A spoof video game on the internet called Minaret Attack shows minarets popping up all over the idyllic Swiss countryside, after which a message proclaims: “Game over! Switzerland is covered in minarets. Vote to ban them on November 29.”

Socialist politicians have been furious to see icons of the left joining what is regarded as an anti-immigrant campaign by the populist Swiss People’s party, the biggest group in parliament. One of them, Julia Onken, warned that failure to ban minarets would be “a signal of the state’s acceptance of the oppression of women”. She has sent out 4,000 emails attacking Muslims who condone forced marriage, honour killings and beating women.

Sunday Times, 29 November 2009

Swiss voters back ban on minarets

SVP racist posterSwiss voters defied their Government and churches today and approved a ban on building minarets — reflecting an alarming hostility to a rising Muslim minority.

Fifty-seven per cent of voters in a referendum supported the direct democracy initiative, which ensured international embarrassment for Switzerland and a backlash in the Muslim world, upon which the country depends for exports.

A big majority of the 27 cantons supported the right-wing inspired move, with opposition strongest in the German-speaking part of the country, according to initial results. In Geneva, home to United Nations agencies, the voters rejected the initiative by nearly 60 per cent. Turnout was 53 per cent, a relatively low figure by the standards of Swiss democracy. Opponents of the measure saw this as a reflection of apathy among many voters who would not have approved of the ban.

The referendum was initiated by the nationalist Swiss People’s Party (SVP), the largest group in the federal Parliament, after residents opposed the construction of a minaret in Langenthal, north of Berne.

The “yes” is the latest act by European voters in support of anti-immigrant parties after electoral successes over the past decade by far-right groups in Austria, the Netherlands and France. A jubilant SVP insisted that the vote had nothing to do with intolerance, only with the imposition of Islamic politics and culture.

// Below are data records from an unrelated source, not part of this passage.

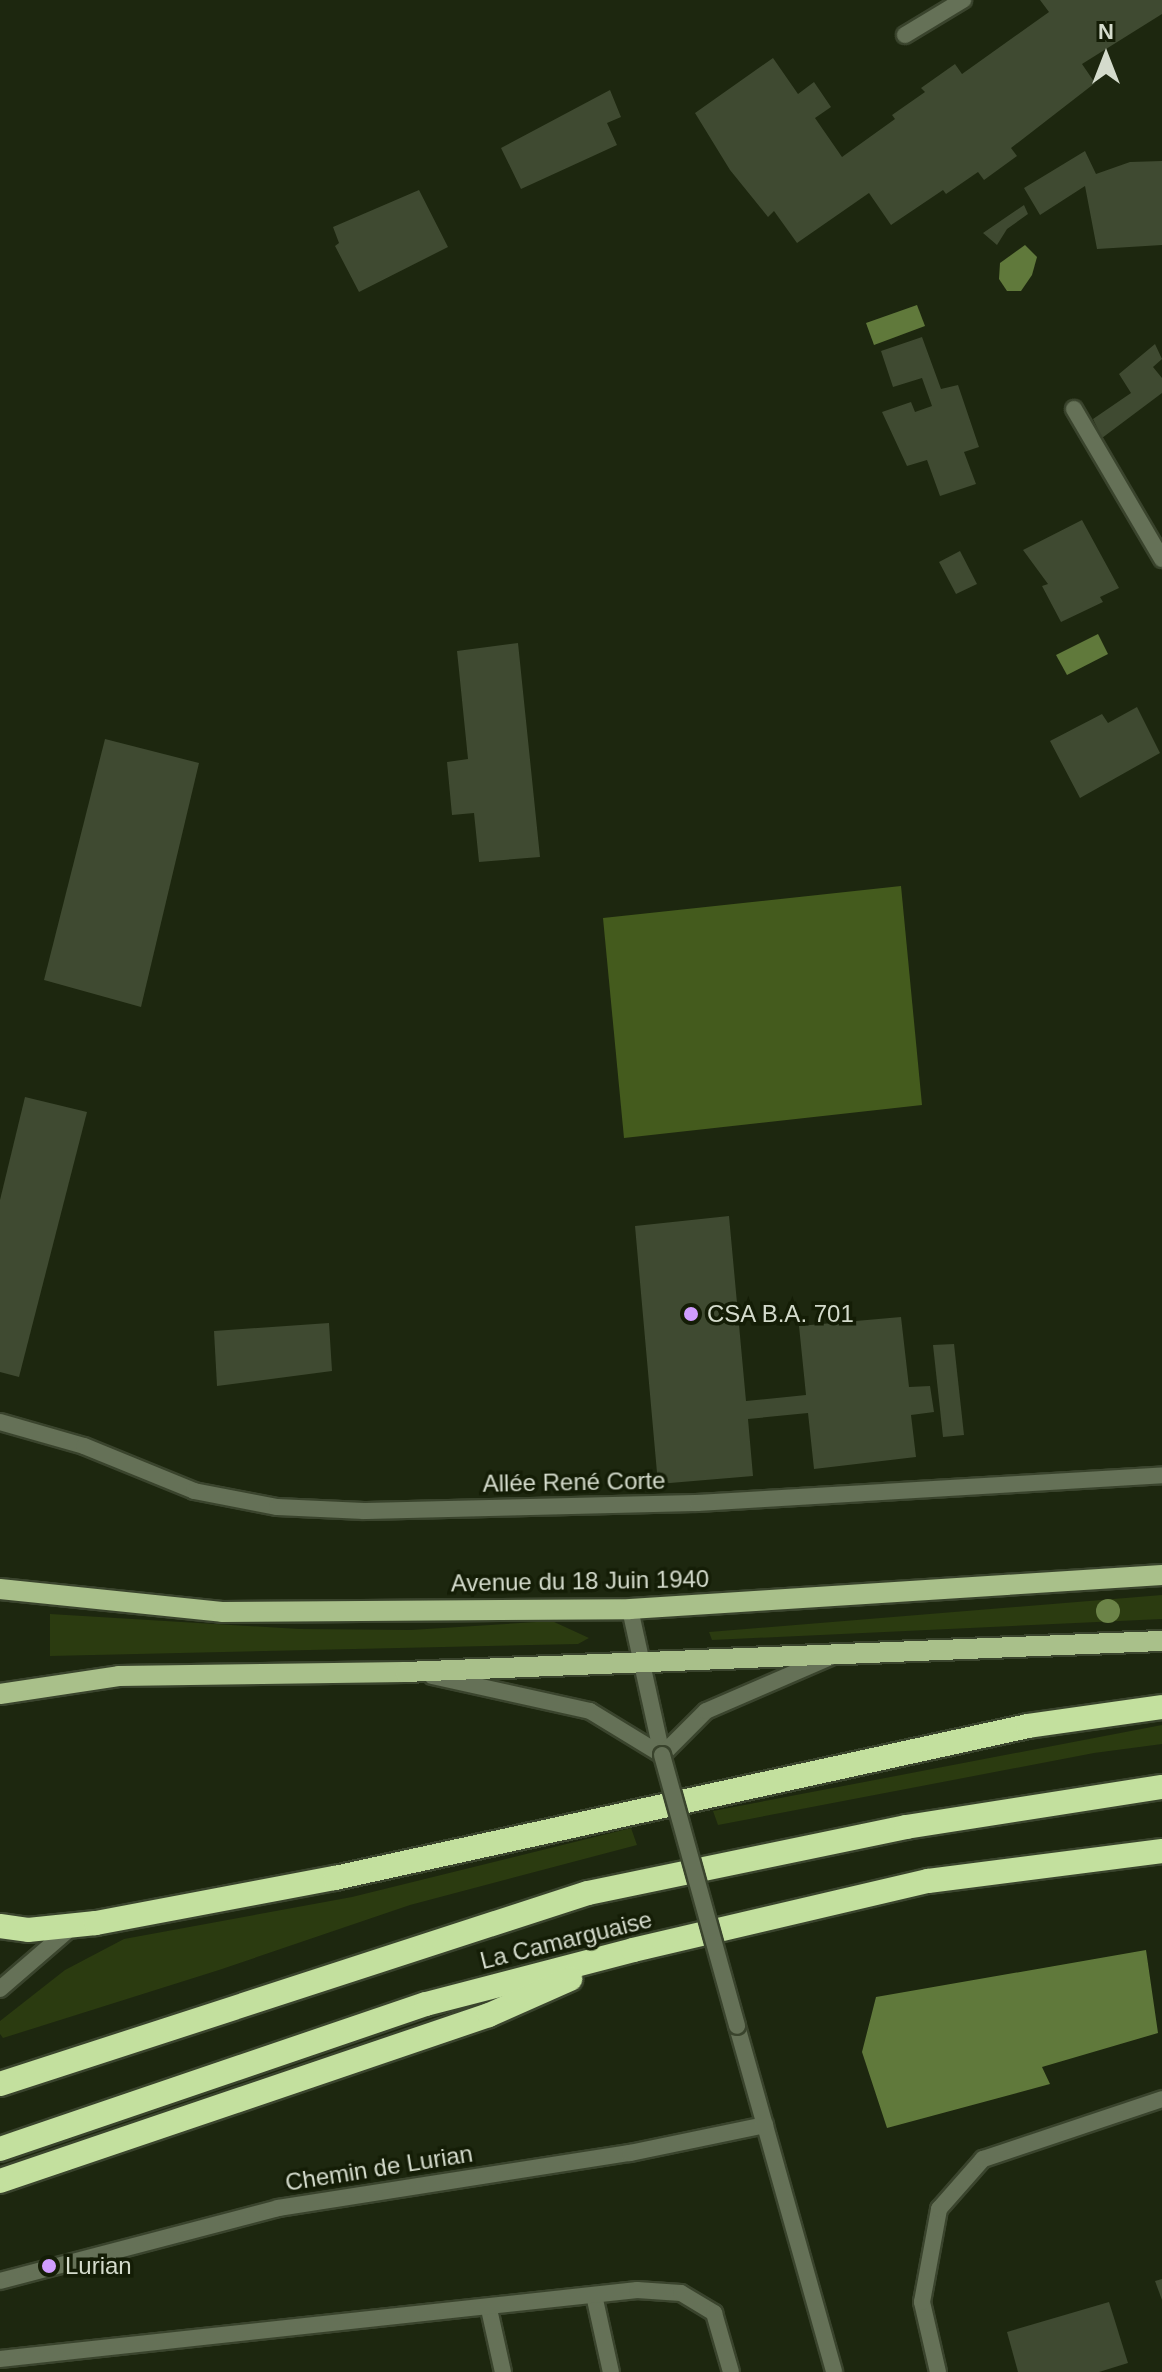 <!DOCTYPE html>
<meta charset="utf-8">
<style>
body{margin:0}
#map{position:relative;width:1162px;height:2372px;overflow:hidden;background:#1d270f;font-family:Helvetica,sans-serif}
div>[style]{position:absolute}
.green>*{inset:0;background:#2b3b10}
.forest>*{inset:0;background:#445b1d}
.water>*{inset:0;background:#60793b}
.building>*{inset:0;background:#3f4a31}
.roads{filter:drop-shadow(2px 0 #3a442d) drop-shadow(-2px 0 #3a442d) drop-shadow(0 2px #3a442d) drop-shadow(0 -2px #3a442d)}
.service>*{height:16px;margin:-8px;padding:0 8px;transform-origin:8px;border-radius:8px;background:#657157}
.minor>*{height:16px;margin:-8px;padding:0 8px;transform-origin:8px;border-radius:8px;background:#657157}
.tertiary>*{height:16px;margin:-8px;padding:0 8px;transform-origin:8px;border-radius:8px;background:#657157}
.primary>*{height:20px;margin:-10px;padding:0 10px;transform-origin:10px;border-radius:10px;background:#a9c08a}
.motorway>*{height:24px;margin:-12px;padding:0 12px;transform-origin:12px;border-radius:12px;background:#c3e09e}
.bridges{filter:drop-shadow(2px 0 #3a442d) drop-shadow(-2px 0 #3a442d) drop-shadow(0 2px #3a442d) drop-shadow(0 -2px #3a442d)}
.tertiary-bridge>*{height:16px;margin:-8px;padding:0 8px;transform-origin:8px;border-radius:8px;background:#657157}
.trees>*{width:24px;height:24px;margin:-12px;border-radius:50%;background:#6c8448}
.dots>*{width:22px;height:22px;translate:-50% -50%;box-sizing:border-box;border:4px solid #141d06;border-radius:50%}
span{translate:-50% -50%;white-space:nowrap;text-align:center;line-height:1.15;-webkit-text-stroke:7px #141d06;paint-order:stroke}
.poi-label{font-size:24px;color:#d4dbcc}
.left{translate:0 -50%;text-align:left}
.street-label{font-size:24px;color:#d4dbcc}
.north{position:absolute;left:1066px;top:16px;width:80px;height:80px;-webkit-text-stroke:6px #141d06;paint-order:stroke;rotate:0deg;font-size:22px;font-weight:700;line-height:32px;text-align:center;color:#d4dbcc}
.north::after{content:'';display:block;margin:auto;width:28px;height:36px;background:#d4dbcc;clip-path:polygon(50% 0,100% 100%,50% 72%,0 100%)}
</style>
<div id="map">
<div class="green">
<div style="clip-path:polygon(1162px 1595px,1162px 1619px,712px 1640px,709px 1632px)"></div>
<div style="clip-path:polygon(50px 1614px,299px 1629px,411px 1630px,552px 1621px,589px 1638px,578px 1644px,50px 1656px)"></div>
<div style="clip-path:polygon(1162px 1725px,1162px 1744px,1094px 1753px,718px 1825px,713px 1811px)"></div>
<div style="clip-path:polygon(631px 1828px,637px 1845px,410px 1905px,219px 1970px,3px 2038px,0 2034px,0 2021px,65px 1970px,124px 1939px,352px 1897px)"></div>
</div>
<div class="forest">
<div style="clip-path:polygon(901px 886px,922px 1105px,624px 1138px,603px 918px)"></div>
</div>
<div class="water">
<div style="clip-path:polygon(1025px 245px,1037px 257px,1032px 275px,1021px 291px,1007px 291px,999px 279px,1000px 263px)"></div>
<div style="clip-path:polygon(917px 305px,925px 326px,874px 345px,866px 323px)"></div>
<div style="clip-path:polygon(1098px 634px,1108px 654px,1067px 675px,1056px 655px)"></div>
<div style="clip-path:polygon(1146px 1950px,1158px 2033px,1042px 2067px,1050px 2084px,887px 2128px,862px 2052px,876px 1997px)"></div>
</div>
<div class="building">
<div style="clip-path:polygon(1040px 0,1162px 0,1162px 14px,1082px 64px,1095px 83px,1011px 148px,1017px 156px,984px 180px,978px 172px,946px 194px,943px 190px,891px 225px,869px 193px,797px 243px,774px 211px,768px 217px,730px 170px,695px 113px,773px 58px,798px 94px,814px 82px,831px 107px,815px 118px,842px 157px,895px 119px,892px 115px,925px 92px,921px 88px,955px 64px,962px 74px,1049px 12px)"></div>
<div style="clip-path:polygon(610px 90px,621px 117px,607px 123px,617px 145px,521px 189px,501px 148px)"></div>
<div style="clip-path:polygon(1085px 151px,1096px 174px,1130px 162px,1162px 161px,1162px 245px,1097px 249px,1085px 186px,1040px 215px,1024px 188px)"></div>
<div style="clip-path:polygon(419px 190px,448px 247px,359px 292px,335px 246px,339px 243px,333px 227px)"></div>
<div style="clip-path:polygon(1024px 205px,1028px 214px,1007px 229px,997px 245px,983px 233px)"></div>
<div style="clip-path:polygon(922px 337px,941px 389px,958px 385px,979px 447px,964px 452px,976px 484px,940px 496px,927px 460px,907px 466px,882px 412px,911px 402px,915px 412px,932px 406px,922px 378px,893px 387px,881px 351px)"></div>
<div style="clip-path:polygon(1155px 344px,1162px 359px,1153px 367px,1162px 378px,1162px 393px,1102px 438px,1093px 419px,1131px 393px,1119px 374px)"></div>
<div style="clip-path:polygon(1082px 520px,1119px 588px,1100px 597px,1103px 602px,1061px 622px,1042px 586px,1048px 584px,1023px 550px)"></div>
<div style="clip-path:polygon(960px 551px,977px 584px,956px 594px,939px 562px)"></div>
<div style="clip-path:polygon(518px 643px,540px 857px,479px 862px,474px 813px,452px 815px,447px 762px,468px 759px,457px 651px)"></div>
<div style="clip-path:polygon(1137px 707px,1160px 753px,1080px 798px,1050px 741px,1102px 714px,1108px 723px)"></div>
<div style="clip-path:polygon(105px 739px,199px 763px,141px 1007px,44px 980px)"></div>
<div style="clip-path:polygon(25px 1097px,87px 1112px,19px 1377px,0 1372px,0 1200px)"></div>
<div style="clip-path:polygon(729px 1216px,746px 1401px,806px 1395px,799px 1326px,901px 1317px,909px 1387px,930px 1386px,934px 1412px,911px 1415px,916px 1457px,814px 1469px,808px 1413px,748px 1419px,753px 1476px,658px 1484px,635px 1226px)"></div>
<div style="clip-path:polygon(329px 1323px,332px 1371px,217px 1386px,214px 1331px)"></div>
<div style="clip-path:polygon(954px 1344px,964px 1435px,943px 1437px,933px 1345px)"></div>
<div style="clip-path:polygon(1162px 2279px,1162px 2300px,1155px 2281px)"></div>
<div style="clip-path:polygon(1109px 2302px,1128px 2363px,1099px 2372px,1018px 2372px,1007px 2332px)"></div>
</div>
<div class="roads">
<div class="service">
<div style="left:0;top:1989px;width:96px;rotate:-40.8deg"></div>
<div style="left:594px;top:2295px;width:79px;rotate:77.6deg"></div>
<div style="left:489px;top:2309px;width:65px;rotate:77.5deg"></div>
<div style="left:938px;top:2372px;width:72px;rotate:-102.9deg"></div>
<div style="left:922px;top:2302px;width:95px;rotate:-79.6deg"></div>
<div style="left:939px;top:2209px;width:67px;rotate:-48.7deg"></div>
<div style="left:983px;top:2159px;width:189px;rotate:-18.5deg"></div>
</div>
<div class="minor">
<div style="left:905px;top:35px;width:68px;rotate:-31.1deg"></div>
<div style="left:1074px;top:409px;width:174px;rotate:59.6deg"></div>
<div style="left:0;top:1422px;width:87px;rotate:15.9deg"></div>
<div style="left:84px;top:1446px;width:119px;rotate:22.2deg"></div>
<div style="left:194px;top:1491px;width:85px;rotate:10.9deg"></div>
<div style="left:277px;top:1507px;width:87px;rotate:2.6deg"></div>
<div style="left:364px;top:1511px;width:333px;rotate:-1.4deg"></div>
<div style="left:697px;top:1503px;width:466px;rotate:-3.4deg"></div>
<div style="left:0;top:2281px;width:287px;rotate:-14.7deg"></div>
<div style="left:278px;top:2208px;width:356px;rotate:-8.9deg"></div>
<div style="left:630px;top:2153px;width:138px;rotate:-11.7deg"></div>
<div style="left:0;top:2359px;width:641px;rotate:-6.18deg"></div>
<div style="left:637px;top:2290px;width:44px;rotate:3.9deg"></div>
<div style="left:681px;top:2293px;width:39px;rotate:31deg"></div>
<div style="left:714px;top:2313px;width:61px;rotate:73.9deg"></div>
</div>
<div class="tertiary">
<div style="left:630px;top:1609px;width:149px;rotate:77.6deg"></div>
<div style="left:432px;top:1676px;width:162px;rotate:12.5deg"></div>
<div style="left:590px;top:1711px;width:84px;rotate:31.4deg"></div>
<div style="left:662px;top:1755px;width:62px;rotate:-45deg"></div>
<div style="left:706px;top:1711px;width:136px;rotate:-23.4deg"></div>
<div style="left:737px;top:2026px;width:359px;rotate:74.3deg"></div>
</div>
<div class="primary">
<div style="left:0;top:1589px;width:223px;rotate:5.9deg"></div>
<div style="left:222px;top:1612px;width:408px;rotate:-0.4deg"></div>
<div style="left:630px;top:1609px;width:533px;rotate:-3.66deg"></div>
<div style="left:0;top:1694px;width:120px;rotate:-8.6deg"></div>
<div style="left:119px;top:1676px;width:286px;rotate:-0.8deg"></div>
<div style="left:405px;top:1672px;width:758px;rotate:-2.35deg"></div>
</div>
<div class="motorway">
<div style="left:0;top:1926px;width:28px;rotate:8deg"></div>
<div style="left:28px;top:1930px;width:68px;rotate:-5.9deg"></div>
<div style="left:96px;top:1923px;width:243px;rotate:-10.7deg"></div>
<div style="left:335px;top:1878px;width:709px;rotate:-12.37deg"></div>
<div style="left:1028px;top:1726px;width:135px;rotate:-8.1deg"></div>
<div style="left:0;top:2084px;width:618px;rotate:-18deg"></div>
<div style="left:588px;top:1893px;width:325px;rotate:-11.7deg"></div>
<div style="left:906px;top:1827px;width:259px;rotate:-8.9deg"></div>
<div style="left:0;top:2149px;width:450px;rotate:-18.8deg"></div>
<div style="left:426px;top:2004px;width:214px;rotate:-14.6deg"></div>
<div style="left:633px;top:1950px;width:303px;rotate:-13.2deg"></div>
<div style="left:928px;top:1881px;width:236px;rotate:-7.3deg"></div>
<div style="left:0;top:2181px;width:516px;rotate:-18.75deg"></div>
<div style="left:489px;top:2015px;width:89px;rotate:-24deg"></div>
</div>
</div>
<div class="bridges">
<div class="tertiary-bridge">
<div style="left:662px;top:1755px;width:281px;rotate:74.5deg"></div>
</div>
</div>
<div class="trees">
<div style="left:1108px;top:1611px"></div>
</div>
<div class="dots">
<div style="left:691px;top:1314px;background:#d09dff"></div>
<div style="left:49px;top:2266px;background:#d09dff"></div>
</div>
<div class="poi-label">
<span class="left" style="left:707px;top:1314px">CSA B.A. 701</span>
<span class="left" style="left:65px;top:2266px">Lurian</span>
</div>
<div class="street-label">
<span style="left:574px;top:1482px;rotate:-1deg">Allée René Corte</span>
<span style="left:580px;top:1581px;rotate:-1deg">Avenue du 18 Juin 1940</span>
<span style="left:566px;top:1940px;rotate:-14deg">La Camarguaise</span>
<span style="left:379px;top:2168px;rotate:-9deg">Chemin de Lurian</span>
</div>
<div class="north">N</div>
</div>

Ulrich Schlüer, an SVP parliamentarian who drafted the initiative, told The Times that he had been certain of victory because the Swiss had had enough of the Muslim community. “We are still at the beginning of the process. We compare our situation to Germany, France or England – the problems they have in their suburbs,” he said. “That is what we do not want here.”

Times, 29 November 2009


Meanwhile, the fascist BNP applauds Swiss voters for having taken “a daring and dramatic stand against the Islamic colonisation of their country”.